Introduction The term ‘identity’ has been much used in studies of Palestinians. After the Resistance movement emerged in the late 1960s, Palestinian national identity possessed such forceful self-evidentiality that scholars tended to take it for granted, and to neglect what might be contained within, or suppressed by, the powerful new ‘Palestinianism’. Given the Israeli drive to erase the Palestinians as a people with a history and a territory, re-constructing a strong form of Palestinian identity from its pre-1948 latency seemed as necessary in academic writing as it was on the political level. In retrospect it is clear that assumptions of the homogeneity and stability of a Palestinian national identity ignored its original pluralism, variation introduced by diaspora and – most importantly – change over time in reaction to crisis at the local or national level.
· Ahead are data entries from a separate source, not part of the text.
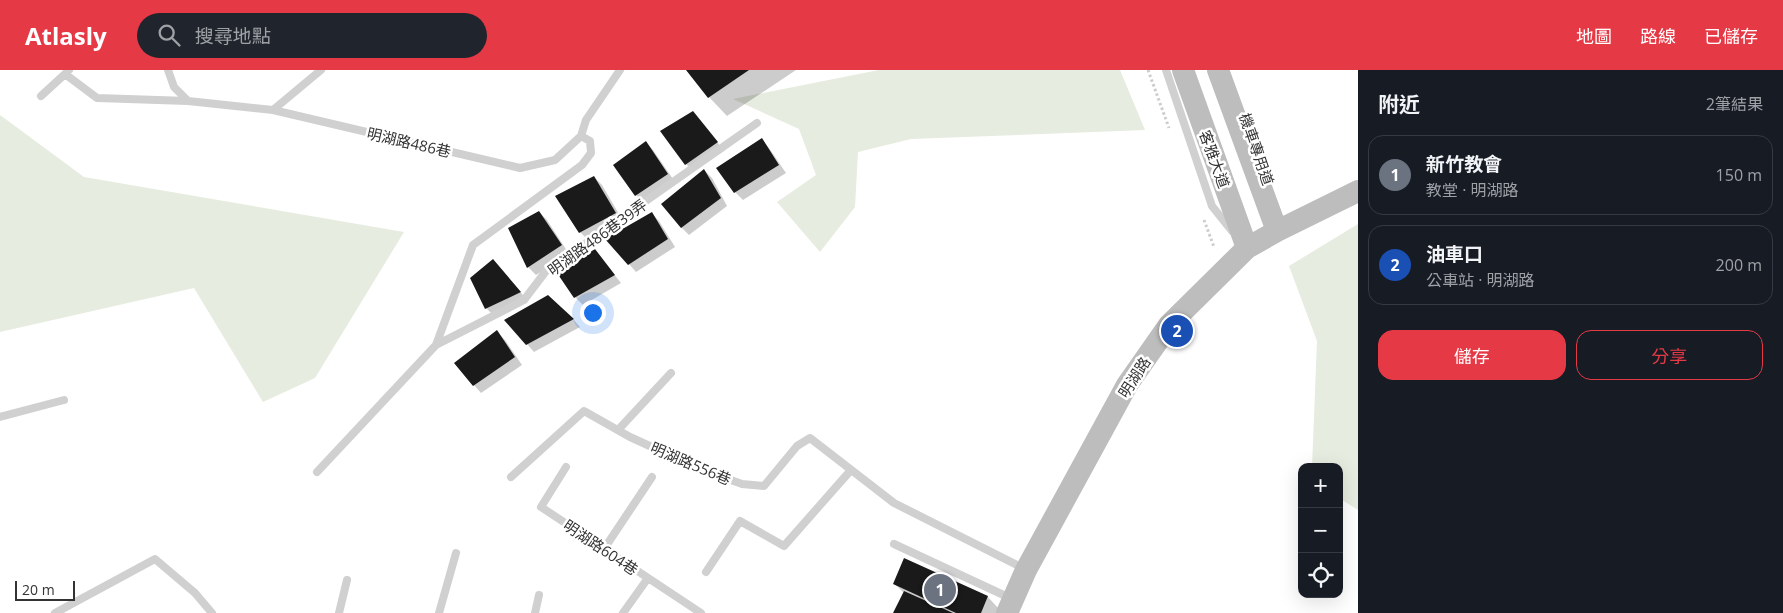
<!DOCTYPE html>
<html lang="zh-TW">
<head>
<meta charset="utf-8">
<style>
  :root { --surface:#171b24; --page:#20242c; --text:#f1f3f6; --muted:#9ea1a6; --line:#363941; --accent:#e63946 }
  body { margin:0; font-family:"Open Sans","Noto Sans TC",sans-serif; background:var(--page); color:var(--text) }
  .controls { position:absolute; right:15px; bottom:15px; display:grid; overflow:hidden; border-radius:10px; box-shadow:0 5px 20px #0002 }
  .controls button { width:45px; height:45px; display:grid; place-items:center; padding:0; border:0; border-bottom:1px solid var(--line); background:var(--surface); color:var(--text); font:25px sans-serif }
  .scale { position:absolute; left:15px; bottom:12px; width:60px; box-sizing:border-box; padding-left:5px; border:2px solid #333; border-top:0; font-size:14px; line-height:18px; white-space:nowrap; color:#333; -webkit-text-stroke:4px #fff; paint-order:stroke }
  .you { position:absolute; left:592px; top:242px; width:18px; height:18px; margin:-12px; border:4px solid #fff; border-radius:50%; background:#1a73e8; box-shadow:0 0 0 8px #1a73e833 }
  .badge { display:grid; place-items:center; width:32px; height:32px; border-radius:50%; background:var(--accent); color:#fff; font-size:16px; font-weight:700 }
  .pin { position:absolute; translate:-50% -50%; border:2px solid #fff; box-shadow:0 1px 5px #0006 }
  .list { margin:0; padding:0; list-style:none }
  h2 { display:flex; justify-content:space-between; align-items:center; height:65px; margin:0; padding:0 20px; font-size:21px }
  h2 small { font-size:16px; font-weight:400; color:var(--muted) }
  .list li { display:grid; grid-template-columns:32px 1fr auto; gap:15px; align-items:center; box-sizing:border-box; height:80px; margin:0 10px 10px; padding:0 10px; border:1px solid var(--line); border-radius:15px }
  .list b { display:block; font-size:19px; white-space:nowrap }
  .list p { margin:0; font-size:16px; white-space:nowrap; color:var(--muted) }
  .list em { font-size:16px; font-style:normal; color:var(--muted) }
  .actions { display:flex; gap:10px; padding:15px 20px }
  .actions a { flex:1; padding:11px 0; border:1px solid var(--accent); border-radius:15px; text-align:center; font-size:18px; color:var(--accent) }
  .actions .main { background:var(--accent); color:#fff }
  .icon { flex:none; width:28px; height:28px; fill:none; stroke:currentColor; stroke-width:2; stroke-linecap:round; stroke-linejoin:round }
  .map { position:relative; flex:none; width:1358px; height:543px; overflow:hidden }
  header { display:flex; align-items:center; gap:30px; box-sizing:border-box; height:70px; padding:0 25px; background:var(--accent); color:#fff }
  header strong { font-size:24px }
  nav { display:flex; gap:28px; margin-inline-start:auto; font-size:18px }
  .search { width:350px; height:45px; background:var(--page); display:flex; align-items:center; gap:12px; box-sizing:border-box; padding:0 18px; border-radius:28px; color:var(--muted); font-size:19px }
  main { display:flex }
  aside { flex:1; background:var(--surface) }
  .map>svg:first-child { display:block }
  .green { fill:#e6ecdf }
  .shadow { fill:#0003 }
  .building { fill:#1a1a1a }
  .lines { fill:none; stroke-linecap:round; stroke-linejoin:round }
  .path { stroke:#cdcdcd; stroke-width:3; stroke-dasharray:2.5 2.5; stroke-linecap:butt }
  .lane { stroke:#d0d0d0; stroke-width:8 }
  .secondary { stroke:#bdbdbd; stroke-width:22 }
  .labels { text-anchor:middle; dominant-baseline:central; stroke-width:5; stroke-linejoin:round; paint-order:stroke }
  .street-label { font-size:15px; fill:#333; stroke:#fff }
</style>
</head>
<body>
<header>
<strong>Atlasly</strong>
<div class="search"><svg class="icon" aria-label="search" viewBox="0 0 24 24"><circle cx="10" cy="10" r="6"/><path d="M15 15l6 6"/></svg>搜尋地點</div>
<nav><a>地圖</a><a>路線</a><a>已儲存</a></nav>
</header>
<main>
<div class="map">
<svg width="1358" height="543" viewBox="0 0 1358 543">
  <rect width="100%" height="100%" fill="#fff"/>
  <path class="green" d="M879,0H1120L1145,60L911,69L858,82L855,137L820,182L777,132L816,105L799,59L733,29Z
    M0,45L84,107L404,162L315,308L263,332L194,218L0,262Z
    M1358,154V440L1339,428V397H1312L1317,271L1289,196Z"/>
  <path class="shadow" d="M688,0H796L727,46L709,27Z
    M700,50L724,81L693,101L686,94Z
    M762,70L769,78L786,103L743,130L735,122Z
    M646,73L653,80L675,112L644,133L636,125L615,95Z
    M704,100L712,108L727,136L689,165L681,157Z
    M594,107L602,115L623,151L588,170L580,162Z
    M539,142L547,150L569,184L536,205L528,197L510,159Z
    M651,143L659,151L675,177L636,202L629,194Z
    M595,180L621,213L583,235L575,227Z
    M501,199L527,230L494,246L486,238Z
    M573,249L580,257L534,282L527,274Z
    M497,262L505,270L522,295L481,323L474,315Z
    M905,490L988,527L999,539L997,543H895L904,523L894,513Z"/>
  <path class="building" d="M686,0H749L708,28Z
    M693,41L718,72L685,95L660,61Z
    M762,68L779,95L734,123L716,98Z
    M646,71L668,104L635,126L613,95Z
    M704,99L721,128L681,158L661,134Z
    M594,106L616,143L579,163L555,126Z
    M539,141L562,175L527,198L508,158Z
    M652,142L668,169L628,195L605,169Z
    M595,179L615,205L574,228L557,203Z
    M493,189L521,222L485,239L470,208Z
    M548,225L574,249L526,275L504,250Z
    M497,260L515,287L473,316L454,293Z
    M904,488L988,526L981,543H956L893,514Z
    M904,521L953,543H893Z"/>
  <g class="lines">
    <path class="path" d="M1148,0L1169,58
      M1204,150L1214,177"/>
    <path class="lane" d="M69,0L65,4L97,28L188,31
      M168,0L174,17L188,31L273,40L520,98L555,90L581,66L586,50L620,0
      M1166,0L1212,136L1232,161
      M41,26L65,4
      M273,40L321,0
      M436,275L524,230L546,201L757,53
      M0,347L64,330
      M618,360L671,303
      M566,397L541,437L701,543
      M317,402L436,275L473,175L582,95L591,83L590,71L581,66
      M511,407L584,341L630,367L700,399L742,414L764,416L797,376L810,368L894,433L1023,498
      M894,474L1010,528
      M604,479L652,407
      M706,502L740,451L784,476L851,400
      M55,543L155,489L195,523L212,543
      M339,543L347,510
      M439,543L456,483
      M535,543L539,525
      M623,543L648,508"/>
    <path class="secondary" d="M1183,0L1247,178
      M1218,0L1277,161
      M1007,543L1026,500L1127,315L1169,255L1247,178L1277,161L1358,121"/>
  </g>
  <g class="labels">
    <g class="street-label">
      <text transform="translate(409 72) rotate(13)">明湖路486巷</text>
      <text transform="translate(1257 79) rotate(71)">機車專用道</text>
      <text transform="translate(1215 89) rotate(70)">客雅大道</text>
      <text transform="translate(597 167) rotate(-36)">明湖路486巷39弄</text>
      <text transform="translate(1134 307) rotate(-57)">明湖路</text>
      <text transform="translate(691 393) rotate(23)">明湖路556巷</text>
      <text transform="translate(601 477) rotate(34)">明湖路604巷</text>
    </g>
  </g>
</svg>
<div class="controls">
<button>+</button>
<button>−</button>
<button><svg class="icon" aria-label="locate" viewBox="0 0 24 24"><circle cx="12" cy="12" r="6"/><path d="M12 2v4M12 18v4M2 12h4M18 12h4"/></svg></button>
</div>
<div class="scale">20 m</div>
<div class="you"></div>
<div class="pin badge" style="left:940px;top:520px;background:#6b7280">1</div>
<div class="pin badge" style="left:1177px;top:261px;background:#1a4fb4">2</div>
</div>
<aside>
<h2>附近<small>2筆結果</small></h2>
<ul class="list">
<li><span class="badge" style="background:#6b7280">1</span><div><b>新竹教會</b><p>教堂 · 明湖路</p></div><em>150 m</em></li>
<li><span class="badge" style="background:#1a4fb4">2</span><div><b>油車口</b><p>公車站 · 明湖路</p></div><em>200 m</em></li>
</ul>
<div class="actions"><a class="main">儲存</a><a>分享</a></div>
</aside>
</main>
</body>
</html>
Such neglect deflected attention from other identities contained within the dominant national one, not only forms that preceded the Nakba, such as attachment to locality,1 but also new ones arising out of exile, for example Resistance group affiliations. Assumptions of the stability of ‘Palestinianism’ left little space for considering divergences produced by prolonged dispersion, whether through shifts in the international or Arab environment of the Resistance movement, changes in leadership policies, the emergence of new Resistance factions (e.g. Hamas) or the paralysis of national representative institutions such as the Palestine Liberation Organization (PLO) and the Palestinian National Council (PNC).